环状RNA(circRNAs)作为生物标志物的作用仍未得到充分表征。在此,我们在真实世界的临床实践环境中研究了环状RNA hsa_circ_0001445作为冠状动脉疾病(CAD)生物标志物的性能。在连续200例疑似稳定CAD且已接受冠状动脉计算机断层扫描血管造影(CTA)的患者研究队列中测量了血浆hsa_circ_0001445。构建了多变量逻辑模型,将传统危险因素与已确立的生物标志物及hsa_circ_0001445相结合。模型稳健性通过自举技术进行内部验证。使用C指数评估生物标志物准确性。还计算了综合判别改善(IDI)和净重新分类改善(NRI)。通过分类树模型建立风险组。

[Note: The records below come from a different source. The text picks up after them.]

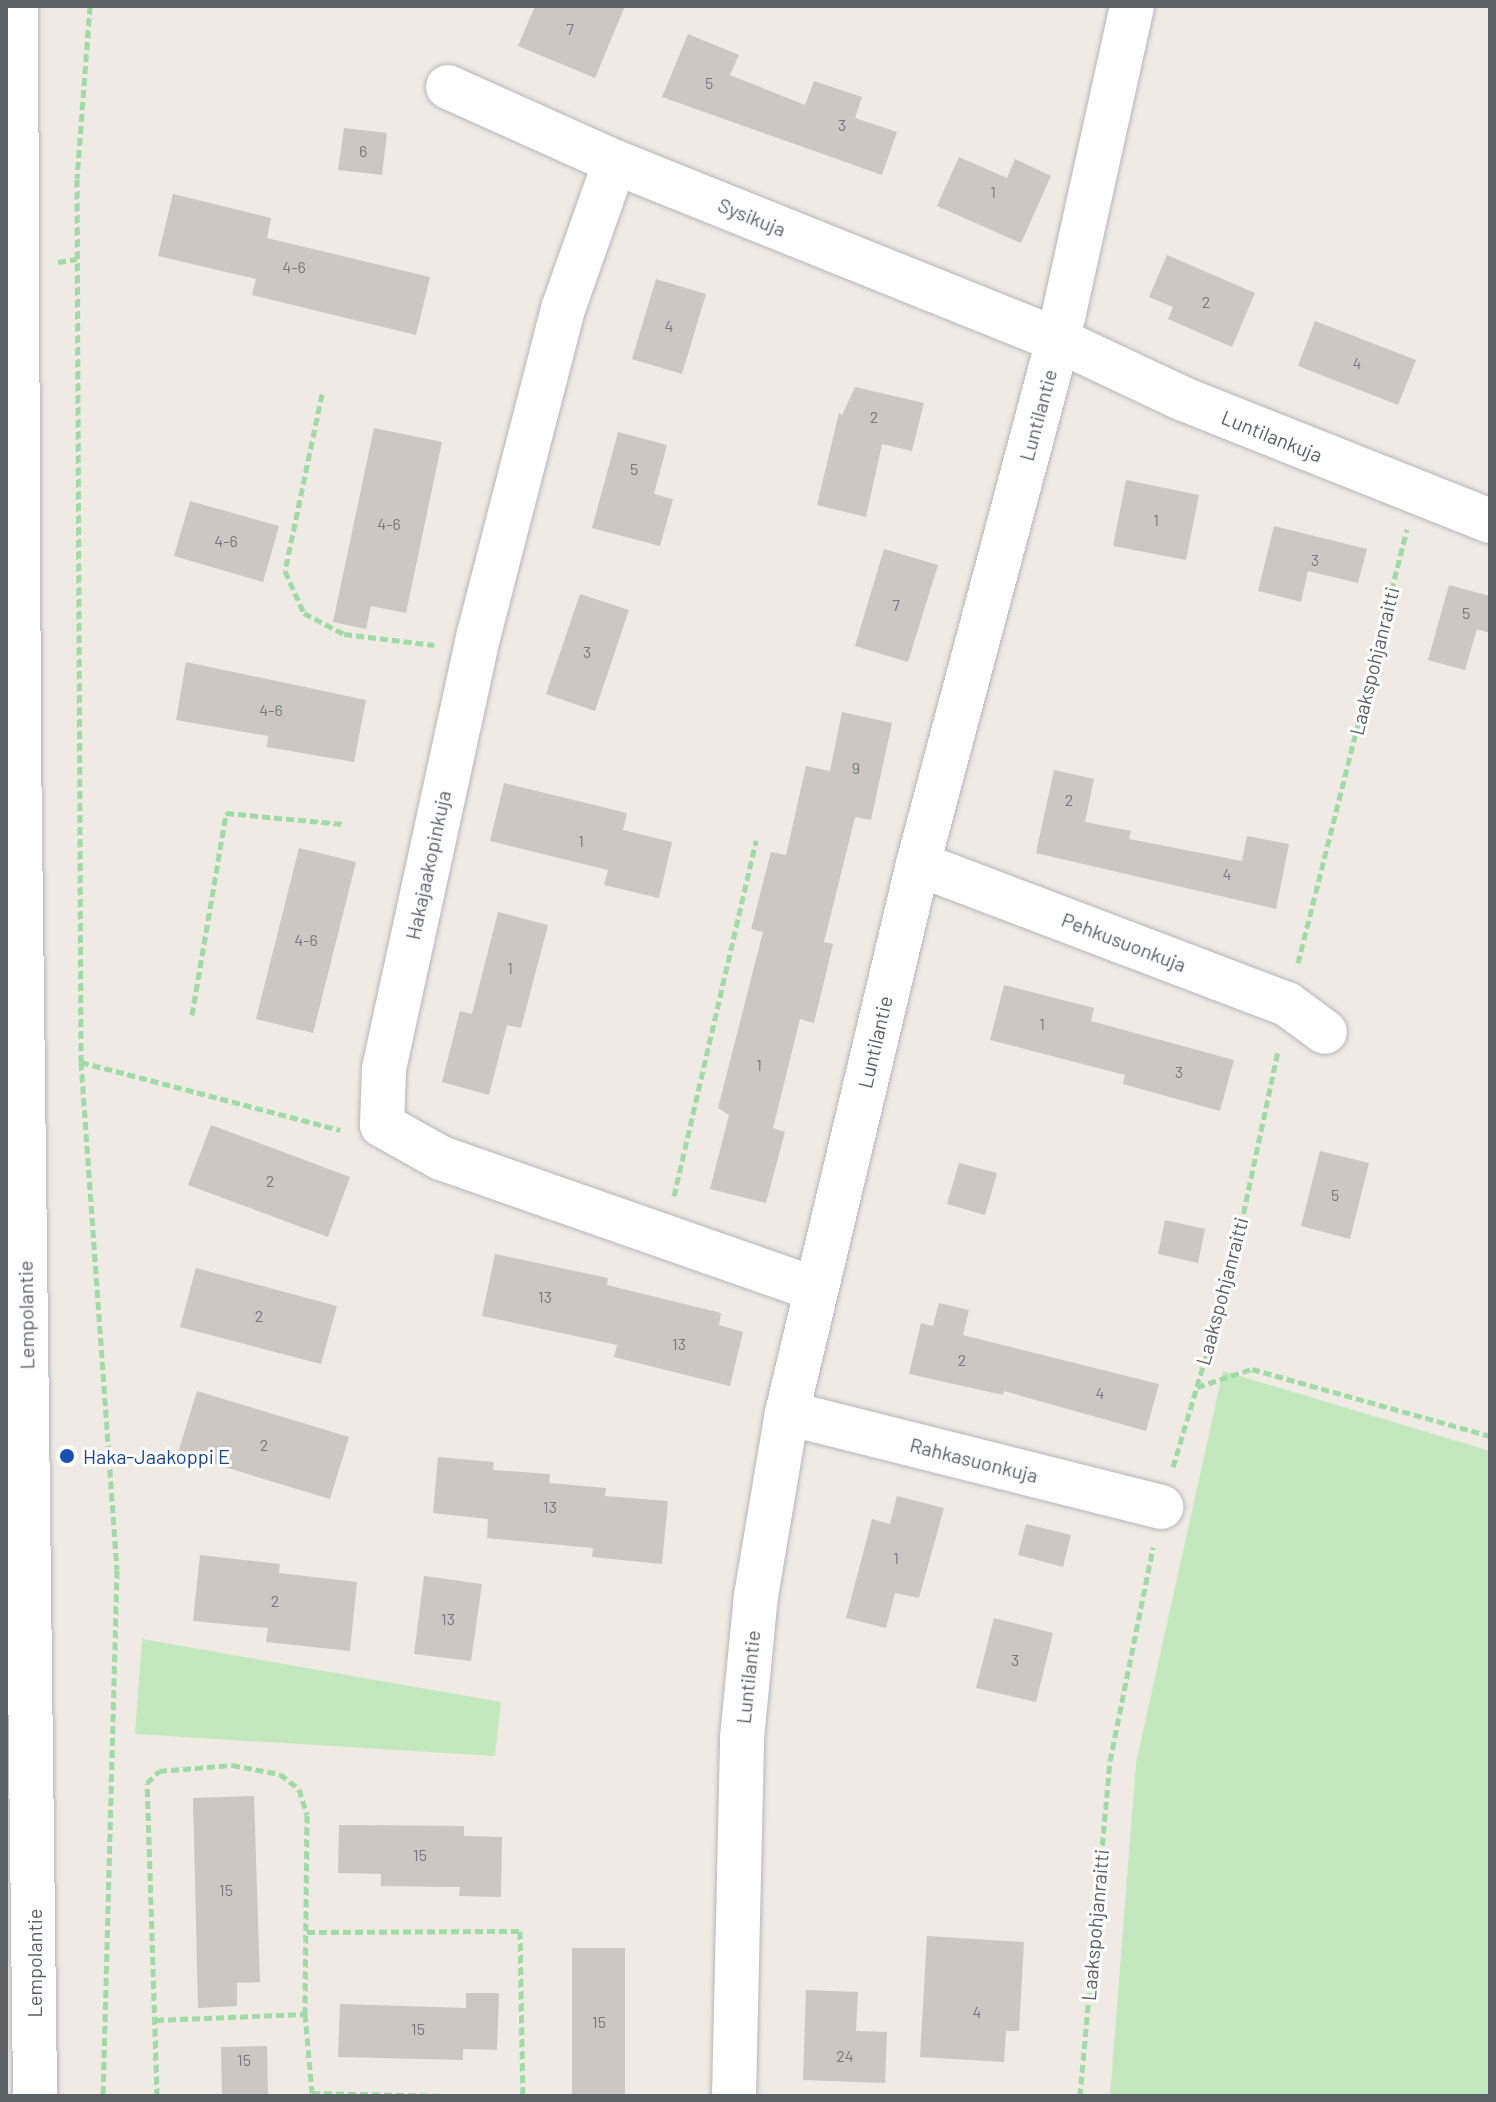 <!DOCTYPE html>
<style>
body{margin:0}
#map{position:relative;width:1496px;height:2102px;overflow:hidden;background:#efeae3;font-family:Barlow,sans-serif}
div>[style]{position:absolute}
.green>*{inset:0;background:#c4e8bd}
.building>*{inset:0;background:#ccc7c2}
.path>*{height:5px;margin-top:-2.5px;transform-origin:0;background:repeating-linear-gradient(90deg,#9fdba5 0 8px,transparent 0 12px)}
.roads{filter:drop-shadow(0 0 2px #b3b7bb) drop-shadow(0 0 2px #b3b7bb)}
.minor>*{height:44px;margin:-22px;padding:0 22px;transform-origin:22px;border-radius:22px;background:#fff}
.dots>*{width:22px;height:22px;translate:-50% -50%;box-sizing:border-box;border:4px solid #fff;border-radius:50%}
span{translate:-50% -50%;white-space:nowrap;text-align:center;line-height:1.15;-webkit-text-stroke:6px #fff;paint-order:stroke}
.number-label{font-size:16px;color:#777a7c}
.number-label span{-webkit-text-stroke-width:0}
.street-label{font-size:20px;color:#5b6165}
.transit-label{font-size:20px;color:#164399}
.left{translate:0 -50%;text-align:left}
.frame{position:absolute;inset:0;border:8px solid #5b6165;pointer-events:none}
</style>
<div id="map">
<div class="green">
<div style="clip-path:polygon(1223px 1371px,1490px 1451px,1490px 2096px,1110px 2096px,1136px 1763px)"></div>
<div style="clip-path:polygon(142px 1639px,501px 1702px,495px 1756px,135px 1734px)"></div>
</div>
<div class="building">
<div style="clip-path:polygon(535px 6px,625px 6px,595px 78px,518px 46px)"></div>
<div style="clip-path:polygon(688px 34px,739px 55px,730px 75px,805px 105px,814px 81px,862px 97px,855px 118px,897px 132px,882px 175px,662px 97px)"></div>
<div style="clip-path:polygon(344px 128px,387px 133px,382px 175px,338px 170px)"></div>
<div style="clip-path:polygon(959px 157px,1007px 178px,1015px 159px,1051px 176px,1021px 243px,937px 206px)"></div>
<div style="clip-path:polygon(173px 194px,271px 218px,267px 238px,430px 277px,416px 335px,252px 295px,256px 279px,158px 256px)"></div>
<div style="clip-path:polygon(1167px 255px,1255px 293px,1232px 347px,1168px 319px,1173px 307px,1149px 297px)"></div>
<div style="clip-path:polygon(656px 279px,706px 294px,682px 374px,632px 359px)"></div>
<div style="clip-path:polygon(1315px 321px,1416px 360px,1398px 405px,1298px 366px)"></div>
<div style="clip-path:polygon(855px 387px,924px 403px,912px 451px,882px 444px,866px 517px,817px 505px,839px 413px,842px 415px)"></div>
<div style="clip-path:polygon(374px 428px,442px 442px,406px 613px,371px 606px,366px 629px,333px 622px)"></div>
<div style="clip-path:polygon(618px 432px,667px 445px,654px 494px,673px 499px,660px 546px,592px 528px)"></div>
<div style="clip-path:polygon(1126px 480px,1199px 495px,1186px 560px,1113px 546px)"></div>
<div style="clip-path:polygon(190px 501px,279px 526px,263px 582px,174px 556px)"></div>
<div style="clip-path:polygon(1274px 526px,1367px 549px,1358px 583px,1308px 571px,1301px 602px,1258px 591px)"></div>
<div style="clip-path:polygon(884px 549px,938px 565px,908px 662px,855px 646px)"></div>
<div style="clip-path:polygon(1449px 585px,1490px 596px,1490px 633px,1477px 629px,1465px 670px,1428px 660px)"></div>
<div style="clip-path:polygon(580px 594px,629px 610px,595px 711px,546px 694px)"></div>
<div style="clip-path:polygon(186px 662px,366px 700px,354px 762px,267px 747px,268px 736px,176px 720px)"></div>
<div style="clip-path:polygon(842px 712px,892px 723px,871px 820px,855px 817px,824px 942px,833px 944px,814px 1023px,800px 1019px,773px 1128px,785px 1132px,766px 1203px,710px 1189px,729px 1115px,718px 1108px,763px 932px,751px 929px,771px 852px,786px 855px,806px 766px,830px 771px)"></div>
<div style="clip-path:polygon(1054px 770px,1094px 779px,1085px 822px,1131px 831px,1129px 839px,1242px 861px,1247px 836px,1289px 844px,1276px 909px,1036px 853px)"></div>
<div style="clip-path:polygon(504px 783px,627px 813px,623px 830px,672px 842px,659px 898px,604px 885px,608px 870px,490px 841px)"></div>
<div style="clip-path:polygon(299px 848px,356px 862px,313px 1033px,256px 1019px)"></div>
<div style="clip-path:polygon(498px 912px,548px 925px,521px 1028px,507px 1025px,489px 1095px,442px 1082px,460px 1011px,472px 1014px)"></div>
<div style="clip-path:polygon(1004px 985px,1094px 1008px,1091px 1021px,1234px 1060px,1220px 1111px,1123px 1084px,1125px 1075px,990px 1040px)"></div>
<div style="clip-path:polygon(211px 1125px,350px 1177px,328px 1237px,188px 1185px)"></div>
<div style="clip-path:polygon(1320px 1151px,1369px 1163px,1350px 1239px,1301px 1226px)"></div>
<div style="clip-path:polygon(959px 1163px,997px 1173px,985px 1215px,947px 1204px)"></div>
<div style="clip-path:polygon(1165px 1220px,1205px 1229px,1198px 1263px,1158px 1254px)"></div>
<div style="clip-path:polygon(495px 1254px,608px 1278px,607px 1285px,721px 1313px,719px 1325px,743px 1332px,730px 1386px,614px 1357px,617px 1345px,482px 1316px)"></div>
<div style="clip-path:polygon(196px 1268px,337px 1306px,321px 1364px,180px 1327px)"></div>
<div style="clip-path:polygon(939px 1303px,969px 1310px,963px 1335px,1159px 1384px,1146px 1431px,1004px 1391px,1003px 1395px,909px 1374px,921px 1323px,933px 1326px)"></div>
<div style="clip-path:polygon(197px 1391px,349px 1437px,330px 1499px,178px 1453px)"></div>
<div style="clip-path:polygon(438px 1457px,494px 1462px,493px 1470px,550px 1474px,549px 1483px,606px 1488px,605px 1496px,668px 1501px,662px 1564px,592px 1557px,593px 1548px,487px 1538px,488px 1519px,433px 1513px)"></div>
<div style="clip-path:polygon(897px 1496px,944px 1508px,919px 1598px,895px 1593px,886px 1628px,846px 1618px,872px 1519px,890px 1524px)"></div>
<div style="clip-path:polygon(1026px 1524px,1071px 1535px,1063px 1567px,1018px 1555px)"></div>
<div style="clip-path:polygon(200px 1555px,280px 1564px,279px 1573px,357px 1582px,350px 1651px,266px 1642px,268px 1628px,193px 1621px)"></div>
<div style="clip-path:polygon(424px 1576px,482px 1584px,471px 1661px,414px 1654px)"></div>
<div style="clip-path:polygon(994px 1618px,1053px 1633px,1036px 1702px,976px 1688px)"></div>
<div style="clip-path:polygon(254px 1796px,260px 1982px,237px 1983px,237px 2006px,198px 2008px,193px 1798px)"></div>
<div style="clip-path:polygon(339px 1825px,464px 1826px,464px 1836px,502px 1837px,501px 1897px,459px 1896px,460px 1887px,381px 1886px,381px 1874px,338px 1873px)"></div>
<div style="clip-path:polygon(927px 1936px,1024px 1942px,1019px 2031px,1006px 2031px,1004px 2062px,920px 2057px)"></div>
<div style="clip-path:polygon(572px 1948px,625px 1948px,625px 2096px,572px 2096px)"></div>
<div style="clip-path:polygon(806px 1990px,858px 1992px,856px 2031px,887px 2032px,885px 2083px,803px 2080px)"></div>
<div style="clip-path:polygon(466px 1993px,499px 1993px,497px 2050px,463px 2049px,463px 2060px,338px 2057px,340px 2004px,466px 2008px)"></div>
<div style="clip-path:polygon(267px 2046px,268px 2096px,222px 2096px,221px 2047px)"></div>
</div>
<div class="path">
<div style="left:90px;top:6px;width:173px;rotate:94.3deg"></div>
<div style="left:77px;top:179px;width:883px;rotate:89.74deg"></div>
<div style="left:81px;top:1062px;width:509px;rotate:85.95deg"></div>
<div style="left:117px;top:1570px;width:526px;rotate:91.52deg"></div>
<div style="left:58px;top:262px;width:19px;rotate:-9deg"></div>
<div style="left:322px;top:394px;width:181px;rotate:101.8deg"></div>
<div style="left:285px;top:571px;width:46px;rotate:65.7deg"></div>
<div style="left:304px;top:613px;width:45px;rotate:27.7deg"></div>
<div style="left:344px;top:634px;width:91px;rotate:7deg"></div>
<div style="left:1298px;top:963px;width:447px;rotate:-75.9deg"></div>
<div style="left:192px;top:1015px;width:205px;rotate:-80.4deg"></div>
<div style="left:226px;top:813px;width:118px;rotate:5.4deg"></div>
<div style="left:81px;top:1062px;width:268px;rotate:14.7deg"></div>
<div style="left:674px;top:1196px;width:365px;rotate:-77deg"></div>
<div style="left:1197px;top:1387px;width:58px;rotate:-18.1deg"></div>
<div style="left:1252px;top:1369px;width:247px;rotate:15.7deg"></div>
<div style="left:1173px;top:1467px;width:203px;rotate:-73.4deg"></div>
<div style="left:1231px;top:1272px;width:227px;rotate:-78deg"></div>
<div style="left:307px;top:1932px;width:213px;rotate:-0.3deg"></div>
<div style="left:520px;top:1931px;width:165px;rotate:89deg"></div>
<div style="left:156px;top:2020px;width:149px;rotate:-2.3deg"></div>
<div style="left:157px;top:2096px;width:313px;rotate:-91.8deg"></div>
<div style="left:147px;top:1783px;width:17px;rotate:-45deg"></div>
<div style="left:159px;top:1771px;width:73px;rotate:-4.7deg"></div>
<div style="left:232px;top:1765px;width:49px;rotate:10.6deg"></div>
<div style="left:280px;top:1774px;width:24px;rotate:38deg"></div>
<div style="left:299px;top:1789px;width:27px;rotate:73deg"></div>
<div style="left:307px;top:1815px;width:199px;rotate:90.6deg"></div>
<div style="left:305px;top:2014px;width:79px;rotate:84.9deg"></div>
<div style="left:312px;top:2093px;width:134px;rotate:1.3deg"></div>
<div style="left:1080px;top:2096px;width:336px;rotate:-84.9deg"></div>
<div style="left:1110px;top:1761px;width:218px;rotate:-78.6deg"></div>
</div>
<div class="roads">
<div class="minor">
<div style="left:16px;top:6px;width:738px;rotate:89.77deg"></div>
<div style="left:19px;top:744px;width:1352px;rotate:89.32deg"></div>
<div style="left:448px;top:87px;width:183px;rotate:24.2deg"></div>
<div style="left:615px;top:162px;width:477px;rotate:21.9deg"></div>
<div style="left:1058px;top:340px;width:136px;rotate:25.2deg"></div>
<div style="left:1181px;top:398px;width:333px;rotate:21.7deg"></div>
<div style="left:615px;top:162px;width:156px;rotate:109.5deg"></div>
<div style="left:563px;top:309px;width:335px;rotate:104.5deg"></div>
<div style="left:479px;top:633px;width:447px;rotate:102.3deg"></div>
<div style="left:384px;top:1070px;width:55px;rotate:92.1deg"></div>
<div style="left:382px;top:1125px;width:68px;rotate:29.2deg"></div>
<div style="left:441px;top:1158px;width:397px;rotate:19.3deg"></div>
<div style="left:918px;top:864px;width:395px;rotate:20.8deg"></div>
<div style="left:1287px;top:1004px;width:47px;rotate:36.4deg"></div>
<div style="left:787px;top:1413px;width:386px;rotate:14.1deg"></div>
<div style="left:734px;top:2096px;width:358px;rotate:-88.7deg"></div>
<div style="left:742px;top:1738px;width:143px;rotate:-84.4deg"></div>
<div style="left:756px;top:1596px;width:186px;rotate:-80.4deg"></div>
<div style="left:787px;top:1413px;width:564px;rotate:-76.58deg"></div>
<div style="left:918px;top:864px;width:542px;rotate:-75.04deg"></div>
<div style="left:1058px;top:340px;width:342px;rotate:-77.5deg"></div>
</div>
</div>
<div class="dots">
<div style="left:67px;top:1456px;background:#1a4fb4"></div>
</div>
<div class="number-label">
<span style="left:570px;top:29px">7</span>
<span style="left:709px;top:83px">5</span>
<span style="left:842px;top:125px">3</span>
<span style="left:363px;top:151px">6</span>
<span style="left:993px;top:192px">1</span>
<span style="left:294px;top:267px">4-6</span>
<span style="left:1206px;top:302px">2</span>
<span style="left:669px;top:326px">4</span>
<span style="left:1357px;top:363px">4</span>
<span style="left:874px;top:417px">2</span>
<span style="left:634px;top:469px">5</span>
<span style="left:1156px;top:520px">1</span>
<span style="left:389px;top:524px">4-6</span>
<span style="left:226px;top:541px">4-6</span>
<span style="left:1315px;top:560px">3</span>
<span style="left:896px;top:605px">7</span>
<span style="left:1466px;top:613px">5</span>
<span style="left:587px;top:652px">3</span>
<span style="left:271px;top:710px">4-6</span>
<span style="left:856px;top:768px">9</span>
<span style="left:1069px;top:800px">2</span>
<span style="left:581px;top:841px">1</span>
<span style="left:1227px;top:874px">4</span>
<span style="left:306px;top:940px">4-6</span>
<span style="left:510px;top:968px">1</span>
<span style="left:1042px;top:1024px">1</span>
<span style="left:759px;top:1065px">1</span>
<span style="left:1179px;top:1072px">3</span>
<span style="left:270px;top:1181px">2</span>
<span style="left:1335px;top:1195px">5</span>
<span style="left:545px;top:1297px">13</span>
<span style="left:259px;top:1316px">2</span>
<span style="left:679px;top:1344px">13</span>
<span style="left:962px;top:1360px">2</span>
<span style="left:1100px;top:1393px">4</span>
<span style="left:264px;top:1445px">2</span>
<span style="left:550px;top:1507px">13</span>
<span style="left:896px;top:1558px">1</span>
<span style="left:275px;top:1601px">2</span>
<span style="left:448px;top:1619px">13</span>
<span style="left:1015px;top:1660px">3</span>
<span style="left:420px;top:1855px">15</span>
<span style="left:226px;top:1890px">15</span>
<span style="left:977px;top:2012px">4</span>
<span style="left:599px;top:2022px">15</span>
<span style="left:418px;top:2029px">15</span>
<span style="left:845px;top:2056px">24</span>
<span style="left:244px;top:2060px">15</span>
</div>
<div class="street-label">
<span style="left:752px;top:217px;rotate:22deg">Sysikuja</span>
<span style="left:1038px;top:415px;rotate:-75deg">Luntilantie</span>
<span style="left:1272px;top:436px;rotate:22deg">Luntilankuja</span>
<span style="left:1374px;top:661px;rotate:-76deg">Laakspohjanraitti</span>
<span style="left:428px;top:865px;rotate:-78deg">Hakajaakopinkuja</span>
<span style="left:1124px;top:942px;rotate:21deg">Pehkusuonkuja</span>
<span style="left:875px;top:1042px;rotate:-77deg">Luntilantie</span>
<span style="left:1222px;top:1291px;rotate:-75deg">Laakspohjanraitti</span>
<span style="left:26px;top:1315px;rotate:-91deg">Lempolantie</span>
<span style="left:974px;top:1460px;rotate:14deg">Rahkasuonkuja</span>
<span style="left:748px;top:1677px;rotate:-84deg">Luntilantie</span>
<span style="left:1095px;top:1925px;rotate:-85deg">Laakspohjanraitti</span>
<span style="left:34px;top:1963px;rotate:-90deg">Lempolantie</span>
</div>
<div class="transit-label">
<span class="left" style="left:83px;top:1456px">Haka-Jaakoppi E</span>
</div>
<div class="frame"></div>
</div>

在不同临床条件下评估血浆hsa_circ_0001445的稳定性。hsa_circ_0001445水平与较高的冠状动脉粥样硬化程度和严重程度相关,三分位数间增加了2倍(28.4% - 50.0%)。即使在对心血管危险因素、药物和已确立的生物标志物进行全面调整后,hsa_circ_0001445水平仍与冠状动脉粥样硬化负担成正比(hsa_circ_0001445作为连续变量时,完全调整后的OR = 0.432;hsa_circ_0001445作为二元变量时,完全调整后的OR = 0.277)。将hsa_circ_0001445纳入由传统心血管危险因素组成的基础临床模型(CM)后,患者分类得到改善,hsa_circ_0001445作为连续变量时,IDI为0.047,NRI为0.482;hsa_circ_0001445作为二元变量时,IDI为0.056,NRI为0.373。还观察到判别能力有提高的趋势(C指数 = 0.833、C指数 = 0.856和C指数 = 0.855)。稳定性的详细分析表明,hsa_circ_0001445以非常稳定的形式存在于血浆中。在体外,人冠状动脉平滑肌细胞暴露于致动脉粥样硬化条件下分泌的细胞外囊泡中,hsa_circ_0001445表达下调。在因冠状动脉CTA就诊的疑似稳定CAD患者中,血浆hsa_circ_0001445可改善冠状动脉粥样硬化的识别。